Among the entries below, how many lines include the word "Zelenečský"? Reply with only the number.

Data entries:
_ _ _ _ _
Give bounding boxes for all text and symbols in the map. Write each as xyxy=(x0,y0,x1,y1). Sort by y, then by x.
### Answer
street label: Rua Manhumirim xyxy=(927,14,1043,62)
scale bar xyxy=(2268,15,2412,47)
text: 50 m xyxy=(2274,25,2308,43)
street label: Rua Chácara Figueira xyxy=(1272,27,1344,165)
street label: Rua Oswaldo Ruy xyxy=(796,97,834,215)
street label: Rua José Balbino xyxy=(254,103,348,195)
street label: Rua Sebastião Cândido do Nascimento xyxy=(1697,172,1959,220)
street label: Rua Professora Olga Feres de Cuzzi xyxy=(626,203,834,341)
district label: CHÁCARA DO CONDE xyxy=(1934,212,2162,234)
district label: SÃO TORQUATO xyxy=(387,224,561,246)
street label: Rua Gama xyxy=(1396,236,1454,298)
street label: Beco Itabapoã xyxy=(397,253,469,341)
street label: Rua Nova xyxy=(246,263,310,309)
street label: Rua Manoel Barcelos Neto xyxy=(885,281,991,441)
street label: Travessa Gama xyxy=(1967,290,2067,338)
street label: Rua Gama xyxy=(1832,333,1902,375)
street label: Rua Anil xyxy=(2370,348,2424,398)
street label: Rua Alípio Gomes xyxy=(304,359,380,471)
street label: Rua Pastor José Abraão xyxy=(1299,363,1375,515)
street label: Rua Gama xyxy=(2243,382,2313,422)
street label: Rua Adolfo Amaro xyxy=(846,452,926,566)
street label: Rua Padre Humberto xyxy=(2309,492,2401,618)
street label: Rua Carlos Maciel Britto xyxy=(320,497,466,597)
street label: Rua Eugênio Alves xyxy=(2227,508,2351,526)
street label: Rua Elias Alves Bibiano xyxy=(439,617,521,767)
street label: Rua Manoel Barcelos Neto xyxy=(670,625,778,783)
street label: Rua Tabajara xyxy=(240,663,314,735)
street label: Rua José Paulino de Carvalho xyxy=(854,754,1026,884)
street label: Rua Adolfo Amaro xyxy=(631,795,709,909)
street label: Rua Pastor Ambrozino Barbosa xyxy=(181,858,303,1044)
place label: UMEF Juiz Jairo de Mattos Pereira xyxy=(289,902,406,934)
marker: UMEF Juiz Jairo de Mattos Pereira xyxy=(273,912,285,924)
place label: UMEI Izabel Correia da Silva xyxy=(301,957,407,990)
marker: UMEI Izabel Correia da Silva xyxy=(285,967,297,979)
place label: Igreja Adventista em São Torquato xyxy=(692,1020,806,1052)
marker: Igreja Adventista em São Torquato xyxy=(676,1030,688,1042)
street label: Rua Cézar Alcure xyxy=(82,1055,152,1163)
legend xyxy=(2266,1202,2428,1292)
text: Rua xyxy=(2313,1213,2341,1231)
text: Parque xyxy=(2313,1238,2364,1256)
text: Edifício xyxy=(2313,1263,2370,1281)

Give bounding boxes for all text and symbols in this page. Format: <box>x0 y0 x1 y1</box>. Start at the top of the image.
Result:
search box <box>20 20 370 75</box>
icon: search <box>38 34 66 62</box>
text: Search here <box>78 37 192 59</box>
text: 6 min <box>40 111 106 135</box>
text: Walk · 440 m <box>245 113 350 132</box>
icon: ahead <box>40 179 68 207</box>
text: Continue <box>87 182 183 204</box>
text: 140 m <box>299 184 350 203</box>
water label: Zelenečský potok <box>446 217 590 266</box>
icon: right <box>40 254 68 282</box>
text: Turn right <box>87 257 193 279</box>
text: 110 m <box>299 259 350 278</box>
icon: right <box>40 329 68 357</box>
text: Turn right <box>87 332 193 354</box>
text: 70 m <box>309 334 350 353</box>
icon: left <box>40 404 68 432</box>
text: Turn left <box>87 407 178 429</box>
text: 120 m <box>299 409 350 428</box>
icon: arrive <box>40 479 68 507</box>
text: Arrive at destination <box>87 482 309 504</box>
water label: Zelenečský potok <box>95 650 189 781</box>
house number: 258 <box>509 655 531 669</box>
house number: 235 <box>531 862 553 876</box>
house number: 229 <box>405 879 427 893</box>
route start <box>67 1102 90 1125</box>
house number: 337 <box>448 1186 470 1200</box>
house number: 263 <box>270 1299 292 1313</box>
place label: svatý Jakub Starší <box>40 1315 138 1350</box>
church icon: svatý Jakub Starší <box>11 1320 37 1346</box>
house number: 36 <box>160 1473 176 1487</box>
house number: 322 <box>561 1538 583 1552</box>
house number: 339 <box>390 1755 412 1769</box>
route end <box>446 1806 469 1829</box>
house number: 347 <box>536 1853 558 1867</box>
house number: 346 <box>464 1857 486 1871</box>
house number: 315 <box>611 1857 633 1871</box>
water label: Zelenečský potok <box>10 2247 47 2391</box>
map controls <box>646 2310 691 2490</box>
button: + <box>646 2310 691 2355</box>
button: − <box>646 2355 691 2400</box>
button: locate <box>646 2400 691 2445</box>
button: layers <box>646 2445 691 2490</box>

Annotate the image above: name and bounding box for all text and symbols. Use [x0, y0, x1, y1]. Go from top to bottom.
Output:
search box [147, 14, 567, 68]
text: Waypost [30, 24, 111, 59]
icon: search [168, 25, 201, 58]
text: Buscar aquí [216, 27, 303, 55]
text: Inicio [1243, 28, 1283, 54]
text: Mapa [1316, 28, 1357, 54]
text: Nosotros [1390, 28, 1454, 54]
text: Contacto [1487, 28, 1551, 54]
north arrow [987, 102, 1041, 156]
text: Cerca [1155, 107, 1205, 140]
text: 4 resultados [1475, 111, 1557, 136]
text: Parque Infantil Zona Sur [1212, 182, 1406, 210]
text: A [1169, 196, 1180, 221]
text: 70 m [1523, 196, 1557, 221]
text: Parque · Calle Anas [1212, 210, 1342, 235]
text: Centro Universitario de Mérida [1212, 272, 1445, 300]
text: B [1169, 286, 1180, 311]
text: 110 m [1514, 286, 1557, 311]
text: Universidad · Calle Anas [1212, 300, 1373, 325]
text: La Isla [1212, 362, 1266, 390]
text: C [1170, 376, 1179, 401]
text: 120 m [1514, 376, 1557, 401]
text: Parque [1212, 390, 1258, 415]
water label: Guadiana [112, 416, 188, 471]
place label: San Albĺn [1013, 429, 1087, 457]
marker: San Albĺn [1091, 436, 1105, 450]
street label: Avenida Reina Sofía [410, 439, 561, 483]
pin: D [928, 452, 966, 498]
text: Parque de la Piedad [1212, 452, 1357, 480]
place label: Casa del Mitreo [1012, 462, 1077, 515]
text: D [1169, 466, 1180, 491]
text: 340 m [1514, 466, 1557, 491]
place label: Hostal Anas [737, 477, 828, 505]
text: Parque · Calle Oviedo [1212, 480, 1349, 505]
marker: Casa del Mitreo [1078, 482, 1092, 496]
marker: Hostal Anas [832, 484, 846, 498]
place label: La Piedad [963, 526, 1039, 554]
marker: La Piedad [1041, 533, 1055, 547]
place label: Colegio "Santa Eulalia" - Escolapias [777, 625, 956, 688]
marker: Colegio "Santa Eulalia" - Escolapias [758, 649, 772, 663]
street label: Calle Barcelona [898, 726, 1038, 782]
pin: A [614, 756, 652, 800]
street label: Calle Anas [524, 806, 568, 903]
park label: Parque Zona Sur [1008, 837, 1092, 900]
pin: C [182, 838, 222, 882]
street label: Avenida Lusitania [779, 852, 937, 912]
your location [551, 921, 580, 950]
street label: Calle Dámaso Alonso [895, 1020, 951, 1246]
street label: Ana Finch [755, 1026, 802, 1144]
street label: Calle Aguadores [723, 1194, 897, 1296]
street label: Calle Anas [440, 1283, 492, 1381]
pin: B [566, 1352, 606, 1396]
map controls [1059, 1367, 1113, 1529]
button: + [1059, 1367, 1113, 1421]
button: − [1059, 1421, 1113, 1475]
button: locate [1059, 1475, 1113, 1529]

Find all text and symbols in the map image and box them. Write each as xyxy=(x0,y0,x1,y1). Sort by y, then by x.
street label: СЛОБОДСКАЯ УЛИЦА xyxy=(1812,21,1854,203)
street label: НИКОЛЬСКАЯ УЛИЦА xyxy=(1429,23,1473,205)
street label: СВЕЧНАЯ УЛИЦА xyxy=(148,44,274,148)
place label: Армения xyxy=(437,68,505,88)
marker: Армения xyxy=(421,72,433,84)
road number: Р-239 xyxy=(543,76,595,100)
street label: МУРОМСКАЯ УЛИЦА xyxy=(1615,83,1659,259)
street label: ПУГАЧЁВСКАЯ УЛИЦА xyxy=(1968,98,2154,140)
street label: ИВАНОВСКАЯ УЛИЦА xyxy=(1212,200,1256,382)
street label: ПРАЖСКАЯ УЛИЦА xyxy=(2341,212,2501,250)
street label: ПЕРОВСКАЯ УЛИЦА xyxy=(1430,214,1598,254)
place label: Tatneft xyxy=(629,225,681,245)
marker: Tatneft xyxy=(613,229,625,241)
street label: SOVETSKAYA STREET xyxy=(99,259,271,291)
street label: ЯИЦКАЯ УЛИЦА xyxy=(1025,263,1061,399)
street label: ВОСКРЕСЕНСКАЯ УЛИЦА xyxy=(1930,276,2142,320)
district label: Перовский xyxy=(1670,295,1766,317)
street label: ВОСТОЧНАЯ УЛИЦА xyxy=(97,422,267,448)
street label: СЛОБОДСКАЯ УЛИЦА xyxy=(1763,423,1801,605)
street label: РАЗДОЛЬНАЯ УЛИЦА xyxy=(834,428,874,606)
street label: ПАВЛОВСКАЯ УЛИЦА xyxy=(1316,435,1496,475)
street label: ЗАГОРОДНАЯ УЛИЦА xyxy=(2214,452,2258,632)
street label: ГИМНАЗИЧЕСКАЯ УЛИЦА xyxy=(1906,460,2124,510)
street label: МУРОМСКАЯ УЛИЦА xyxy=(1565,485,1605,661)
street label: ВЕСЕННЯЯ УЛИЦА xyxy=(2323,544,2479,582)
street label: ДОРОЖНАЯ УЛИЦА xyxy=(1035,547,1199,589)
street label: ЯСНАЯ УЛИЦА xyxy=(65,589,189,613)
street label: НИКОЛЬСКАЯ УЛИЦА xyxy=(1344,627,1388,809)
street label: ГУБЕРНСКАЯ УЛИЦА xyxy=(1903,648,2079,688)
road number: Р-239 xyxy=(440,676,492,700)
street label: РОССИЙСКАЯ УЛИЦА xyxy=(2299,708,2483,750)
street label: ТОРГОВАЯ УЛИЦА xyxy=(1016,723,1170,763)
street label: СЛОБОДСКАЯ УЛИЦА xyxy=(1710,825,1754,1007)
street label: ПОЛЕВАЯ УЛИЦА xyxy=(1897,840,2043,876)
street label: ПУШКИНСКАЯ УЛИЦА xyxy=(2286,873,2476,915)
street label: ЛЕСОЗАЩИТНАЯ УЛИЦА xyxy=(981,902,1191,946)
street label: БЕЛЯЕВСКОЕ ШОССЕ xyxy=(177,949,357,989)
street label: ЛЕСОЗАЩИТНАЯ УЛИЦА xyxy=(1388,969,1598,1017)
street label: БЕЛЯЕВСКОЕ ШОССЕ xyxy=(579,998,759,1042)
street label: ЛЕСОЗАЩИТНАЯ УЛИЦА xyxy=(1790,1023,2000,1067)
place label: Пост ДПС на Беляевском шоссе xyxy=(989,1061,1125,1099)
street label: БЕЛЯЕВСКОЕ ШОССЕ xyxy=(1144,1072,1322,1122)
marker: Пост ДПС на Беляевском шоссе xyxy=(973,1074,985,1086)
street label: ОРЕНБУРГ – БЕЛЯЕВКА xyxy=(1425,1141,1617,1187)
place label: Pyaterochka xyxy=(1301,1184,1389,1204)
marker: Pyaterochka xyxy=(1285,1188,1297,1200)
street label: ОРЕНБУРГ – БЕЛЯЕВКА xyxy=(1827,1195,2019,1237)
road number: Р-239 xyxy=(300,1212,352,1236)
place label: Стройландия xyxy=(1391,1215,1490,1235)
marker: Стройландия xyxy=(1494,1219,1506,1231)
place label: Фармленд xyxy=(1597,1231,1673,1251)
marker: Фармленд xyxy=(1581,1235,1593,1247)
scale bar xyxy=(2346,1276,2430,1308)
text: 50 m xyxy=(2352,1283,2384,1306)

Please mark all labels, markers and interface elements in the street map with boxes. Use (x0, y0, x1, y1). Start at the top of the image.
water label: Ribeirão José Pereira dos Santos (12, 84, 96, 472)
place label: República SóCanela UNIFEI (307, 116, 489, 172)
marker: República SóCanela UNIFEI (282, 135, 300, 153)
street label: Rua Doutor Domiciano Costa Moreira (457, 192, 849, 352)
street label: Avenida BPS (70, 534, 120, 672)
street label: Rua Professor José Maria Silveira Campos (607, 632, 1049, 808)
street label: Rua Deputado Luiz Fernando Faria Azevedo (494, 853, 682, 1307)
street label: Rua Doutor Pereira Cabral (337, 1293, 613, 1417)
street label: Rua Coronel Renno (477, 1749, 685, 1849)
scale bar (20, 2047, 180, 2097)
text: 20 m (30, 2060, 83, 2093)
_ _ _ _ _
Response below: 3